4.1. Relationships of Tree-Ring Traits Among Themselves and with Planting Density

The high synchronicity and commonality of year-to-year fluctuations in the growth and structure of tree rings between plots of different planting densities indicate the common limiting environmental factors. Obviously, when comparing species, this similarity is lower due to species-specific resource needs and morphological and ecophysiological traits, allowing, for example, Scots pine to more successfully withstand a lack of moisture and spruce to more successfully survive in shading and high competition for light [65,66,67]. These species may also differ in the timing of their climatic response, since the discrepancy between their phenological phases is obvious, e.g., when comparing observations of vegetative growth and reproduction, even in a common environment [68,69]. However, despite the ecophysiological differences, common climatic conditions might dictate significant similarities in growth dynamics in the most extreme manifestations, which is confirmed by the commonality of the pointer years.

As the tracheid differentiation process progresses, the correlations between plot chronologies of the respective tree-ring traits for plots of differing planting densities gradually decrease: they are the highest for TRW (being the result of tracheid production), lower for D (tracheid growth by expansion), and reach a minimum for CWT (secondary wall deposition). This means a decrease in the external influence that is common for all plots of any planting density in the given habitat conditions, as the cells differentiate. Nevertheless, the indexed chronologies show that such a common influence also exists for anatomical traits, as their extremes were recorded in the same years in all or most plots.

For all tree-ring traits, there was a common pattern: correlations between trait chronologies decrease as the difference in planting density increases. That is, the planting density still modifies the external influence, either in intensity or in the timing of its registration.
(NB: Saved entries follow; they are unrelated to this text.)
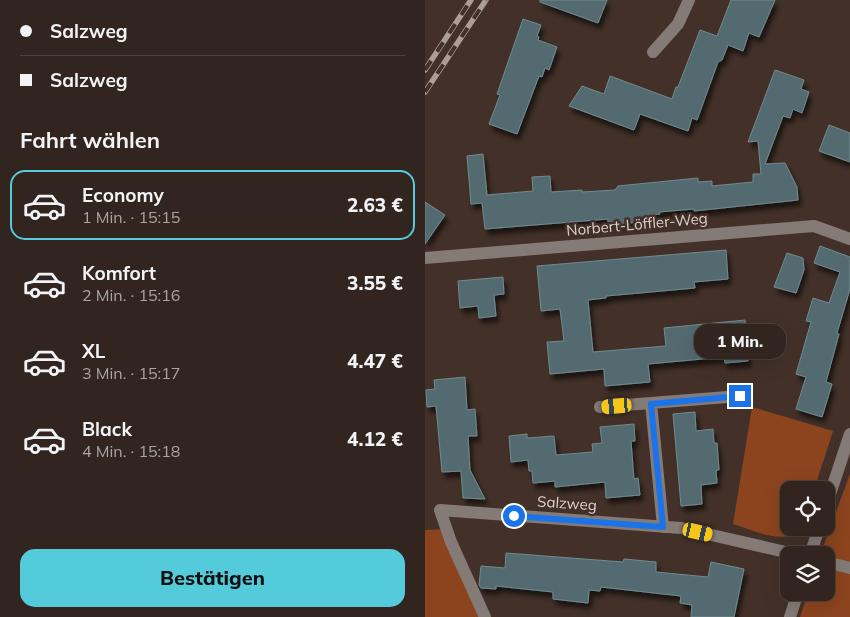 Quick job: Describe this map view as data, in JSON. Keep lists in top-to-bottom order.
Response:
{
  "streets": {
    "street": ["Norbert-Löffler-Weg", "Salzweg"]
  },
  "page": {
    "banner": ["Salzweg", "Salzweg"],
    "heading": "Fahrt wählen",
    "list": [
      {
        "name": "Economy",
        "note": "1 Min. · 15:15",
        "value": "2.63 €"
      },
      {
        "name": "Komfort",
        "note": "2 Min. · 15:16",
        "value": "3.55 €"
      },
      {
        "name": "XL",
        "note": "3 Min. · 15:17",
        "value": "4.47 €"
      },
      {
        "name": "Black",
        "note": "4 Min. · 15:18",
        "value": "4.12 €"
      }
    ],
    "bubble": "1 Min.",
    "buttons": "Bestätigen"
  }
} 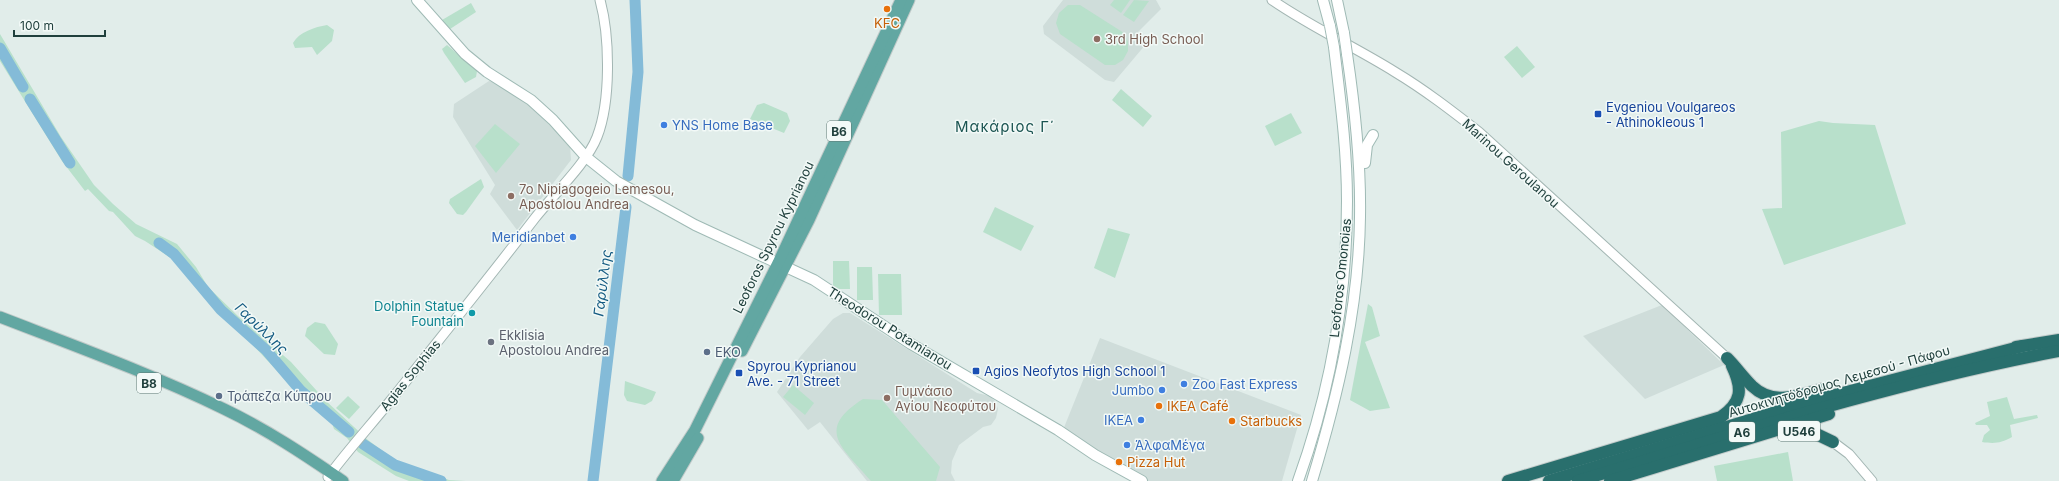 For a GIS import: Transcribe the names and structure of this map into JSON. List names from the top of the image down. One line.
{"streets":{"highway":["Αυτοκινητόδρομος Λεμεσού - Πάφου","U546","A6"],"main road":["B6","Leoforos Spyrou Kyprianou","Leoforos Omonoias","Theodorou Potamianou","B8"],"street":["Marinou Geroulanou","Agias Sophias"]},"crossings":[["Leoforos Spyrou Kyprianou","Theodorou Potamianou"],["Theodorou Potamianou","Agias Sophias"],["Agias Sophias","B8"],["Αυτοκινητόδρομος Λεμεσού - Πάφου","A6"]],"districts":["Μακάριος Γ΄"],"water":["Γαρύλλης"],"places":{"other":["KFC","3rd High School","YNS Home Base","7o Nipiagogeio Lemesou, Apostolou Andrea","Meridianbet","Dolphin Statue Fountain","Ekklisia Apostolou Andrea","EKO","Zoo Fast Express","Jumbo","Τράπεζα Κύπρου","Γυμνάσιο Αγίου Νεοφύτου","IKEA Café","IKEA","Starbucks","ΆλφαΜέγα","Pizza Hut"],"transit":["Evgeniou Voulgareos - Athinokleous 1","Agios Neofytos High School 1","Spyrou Kyprianou Ave. - 71 Street"]},"scale_bar":"100 m"} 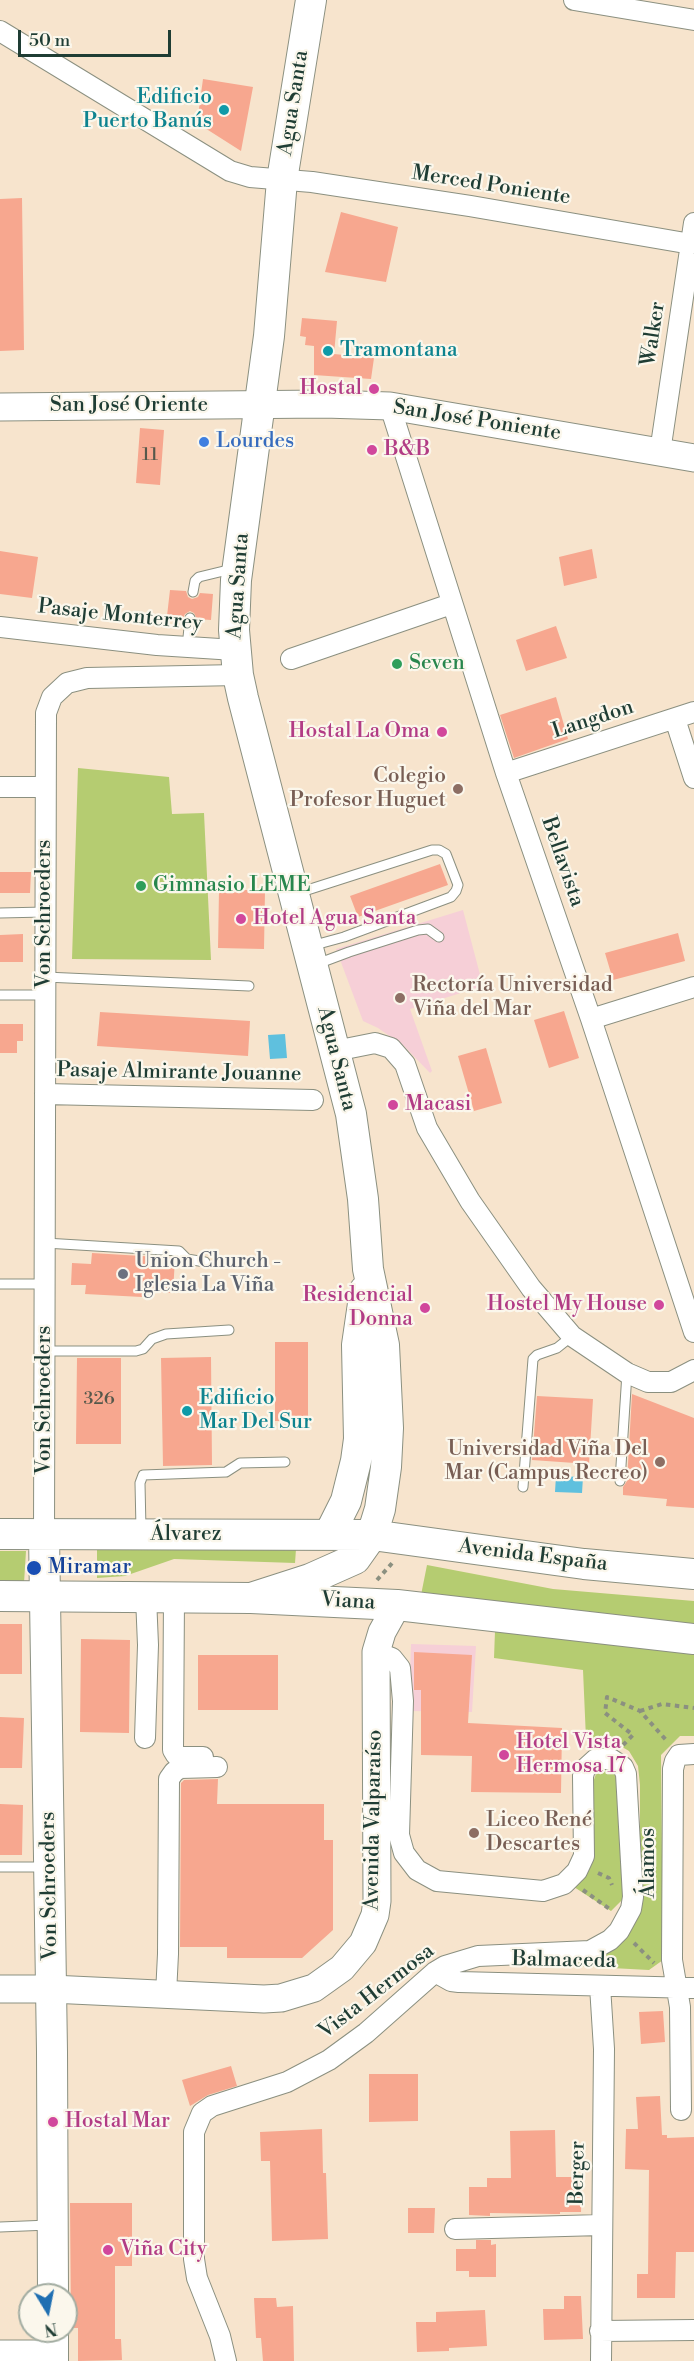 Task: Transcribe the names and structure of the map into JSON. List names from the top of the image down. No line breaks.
{"streets":{"main road":["Agua Santa","Von Schroeders","Álvarez","Avenida España","Viana"],"street":["Merced Poniente","Walker","San José Oriente","San José Poniente","Pasaje Monterrey","Langdon","Bellavista","Pasaje Almirante Jouanne","Avenida Valparaíso","Álamos","Balmaceda","Vista Hermosa","Berger"]},"crossings":[["Agua Santa","Merced Poniente"],["Agua Santa","San José Oriente"],["Agua Santa","San José Poniente"],["Agua Santa","Pasaje Monterrey"],["Agua Santa","Von Schroeders"],["Agua Santa","Álvarez"],["Agua Santa","Avenida España"],["Agua Santa","Viana"],["Merced Poniente","Walker"],["Walker","San José Poniente"],["San José Oriente","San José Poniente"],["San José Poniente","Bellavista"],["Pasaje Monterrey","Von Schroeders"],["Langdon","Bellavista"],["Von Schroeders","Pasaje Almirante Jouanne"],["Von Schroeders","Álvarez"],["Von Schroeders","Viana"],["Von Schroeders","Avenida Valparaíso"],["Álvarez","Avenida España"],["Viana","Avenida Valparaíso"],["Álamos","Balmaceda"],["Balmaceda","Vista Hermosa"],["Balmaceda","Berger"]],"places":["Edificio Puerto Banús","Tramontana","Hostal","Lourdes","B&B","Seven","Hostal La Oma","Colegio Profesor Huguet","Gimnasio LEME","Hotel Agua Santa","Rectoría Universidad Viña del Mar","Macasi","Union Church - Iglesia La Viña","Hostel My House","Residencial Donna","Edificio Mar Del Sur","Universidad Viña Del Mar (Campus Recreo)","Miramar","Hotel Vista Hermosa 17","Liceo René Descartes","Hostal Mar","Viña City"],"house_numbers":["11","326"],"scale_bar":"50 m","north":"bottom"} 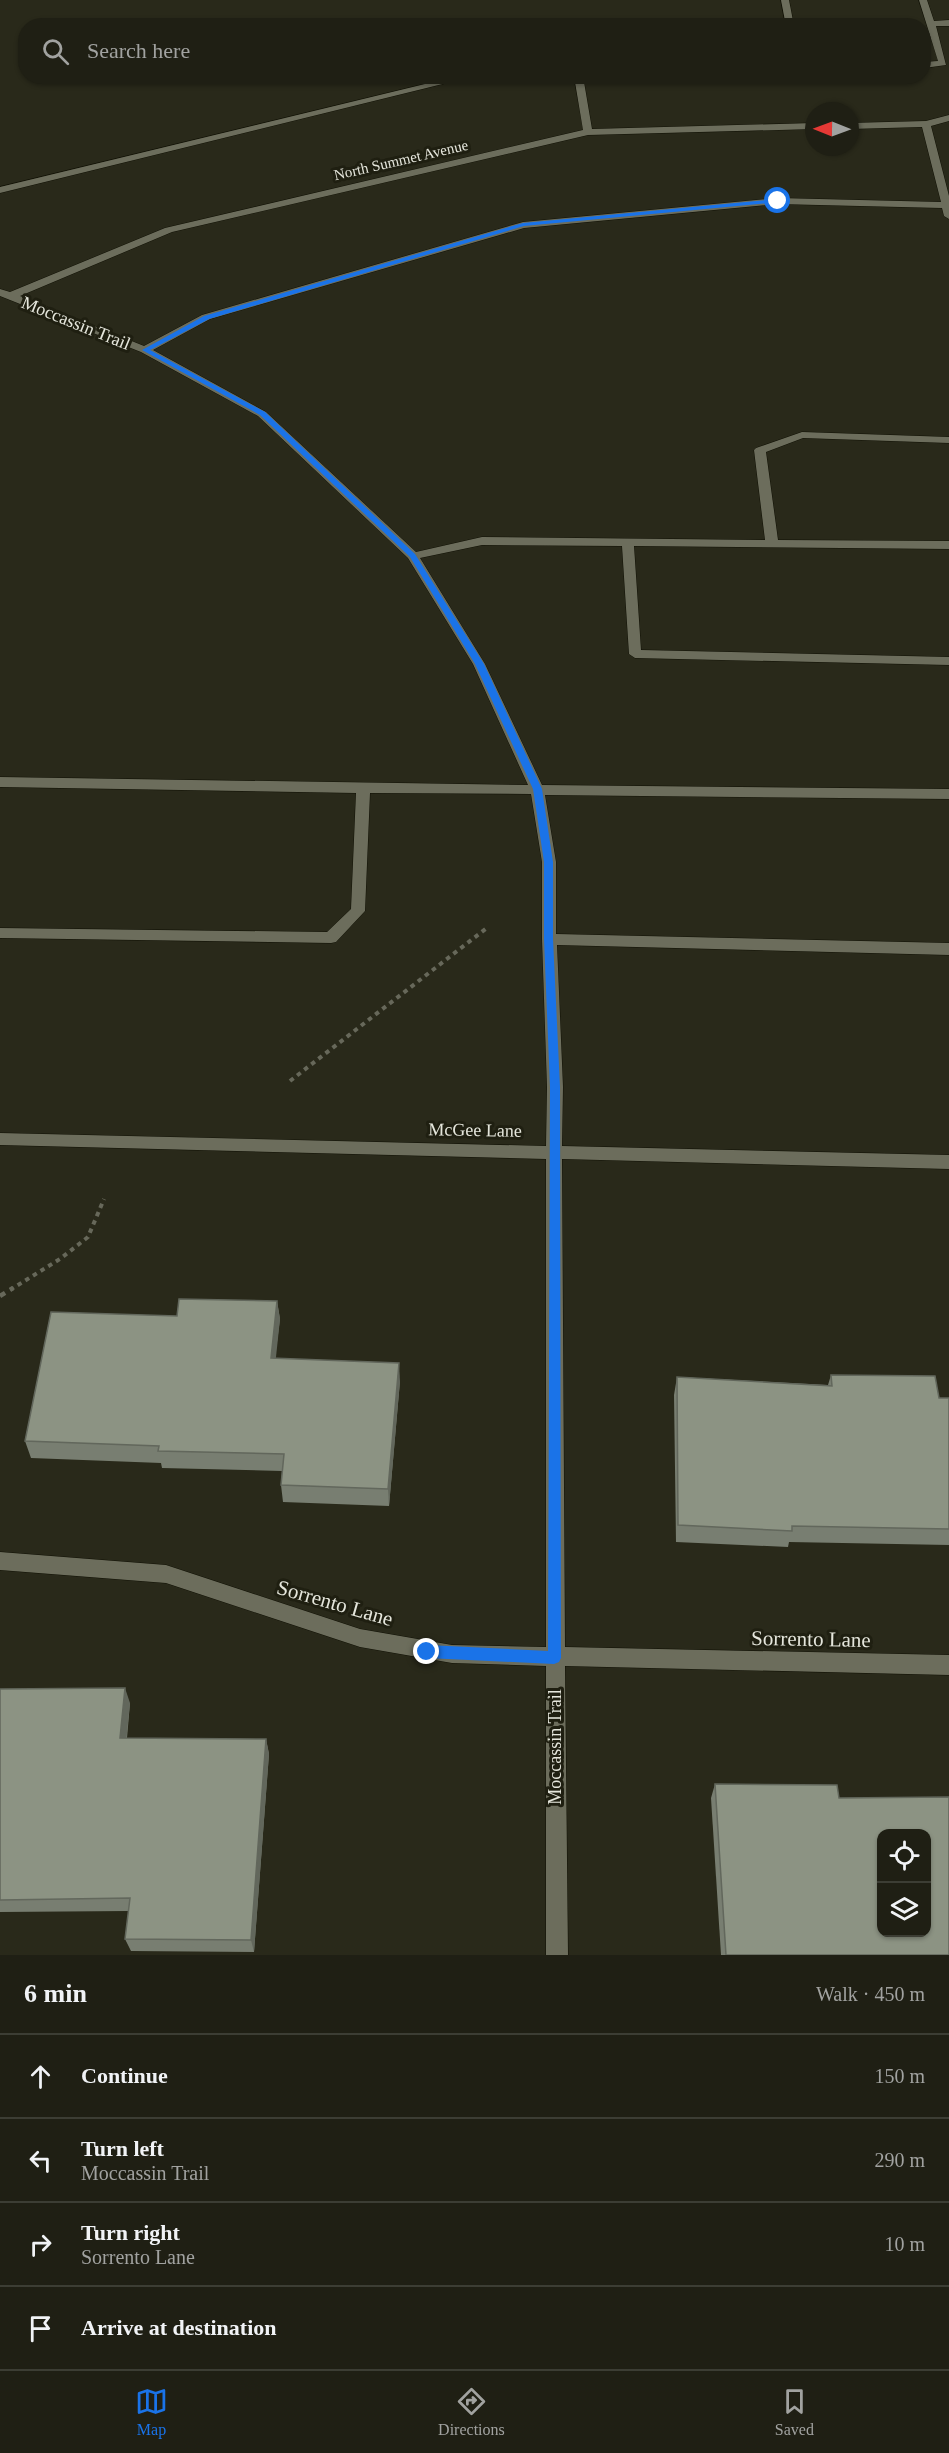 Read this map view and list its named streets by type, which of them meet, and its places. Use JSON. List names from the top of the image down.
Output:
{
  "streets": {
    "street": [
      "North Summet Avenue",
      "Moccassin Trail",
      "McGee Lane",
      "Sorrento Lane"
    ]
  },
  "crossings": [
    ["North Summet Avenue", "Moccassin Trail"],
    ["Moccassin Trail", "McGee Lane"],
    ["Moccassin Trail", "Sorrento Lane"]
  ],
  "north": "left",
  "page": {
    "search": "Search here",
    "heading": ["6 min", "Walk · 450 m"],
    "list": [
      ["Continue", "150 m"],
      ["Turn left", "Moccassin Trail", "290 m"],
      ["Turn right", "Sorrento Lane", "10 m"],
      "Arrive at destination"
    ],
    "nav": ["Map", "Directions", "Saved"]
  }
} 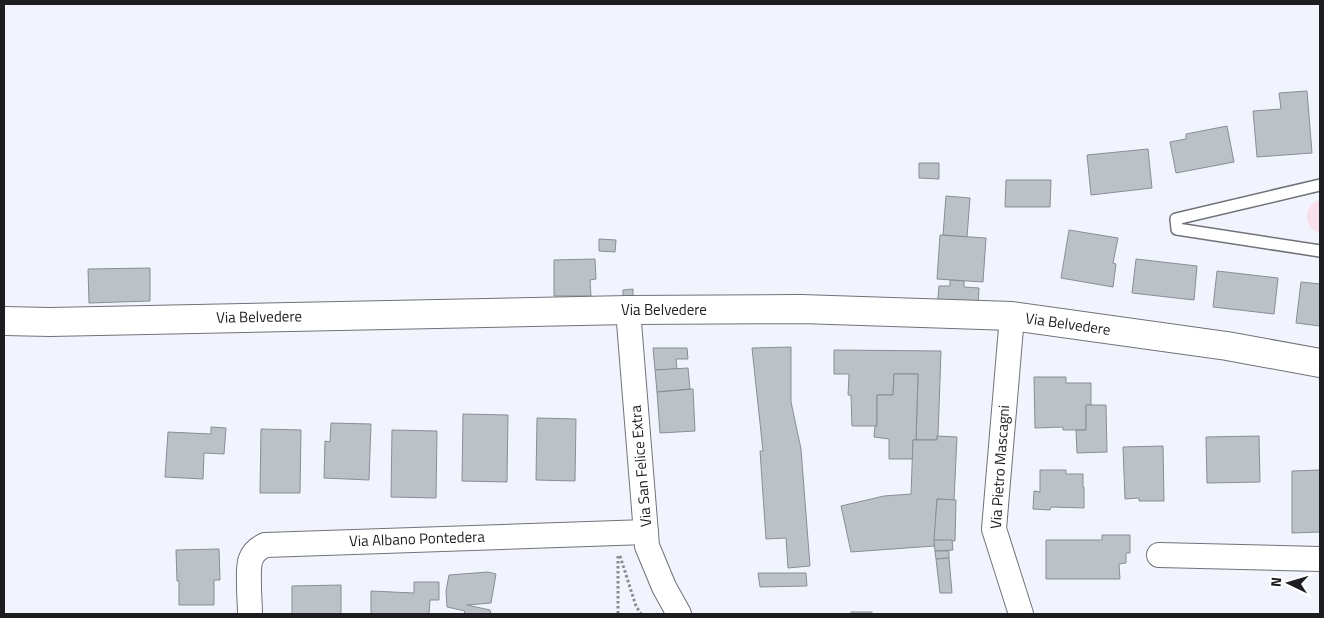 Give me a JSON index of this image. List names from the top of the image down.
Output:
{
  "streets": {
    "street": [
      "Via Belvedere",
      "Via San Felice Extra",
      "Via Pietro Mascagni",
      "Via Albano Pontedera"
    ]
  },
  "crossings": [
    ["Via Belvedere", "Via San Felice Extra"],
    ["Via Belvedere", "Via Pietro Mascagni"],
    ["Via San Felice Extra", "Via Albano Pontedera"]
  ],
  "north": "left"
}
Regarding the relationship of the integral tree-ring variable TRW with the growth processes on the cell scale, it is obvious that this variable reflects the result of cambial activity, i.e., the production of tracheids (N) in the cambial zone [3,53,54]. The observed almost direct proportionality of these indicators with the exceptional linearity of the relationship between them was not affected much by the planting density, which is confirmed by comparable coefficients of determination at the scale of the plot and species. However, looking at Figure 4c, it is noticeable that the slope angle of the linear regression model TRW(N) generalized at the species scale is determined primarily by the widest rings from plots with low planting density. Therefore, a weakly expressed decrease in the numerical coefficient at N (which can be interpreted as an estimate of the average D because TRW = sum(D) = N × Dmean) with the planting density almost does not contribute to the generalized model, since it affects only rings of smaller width. Thus, it can be assumed that, for natural stands with a heterogeneous structure, the TRW(N) model will most adequately represent fast-growing and tall dominant trees with wide rings and the cell diameters that are optimal in particular growing conditions for such outstanding individuals.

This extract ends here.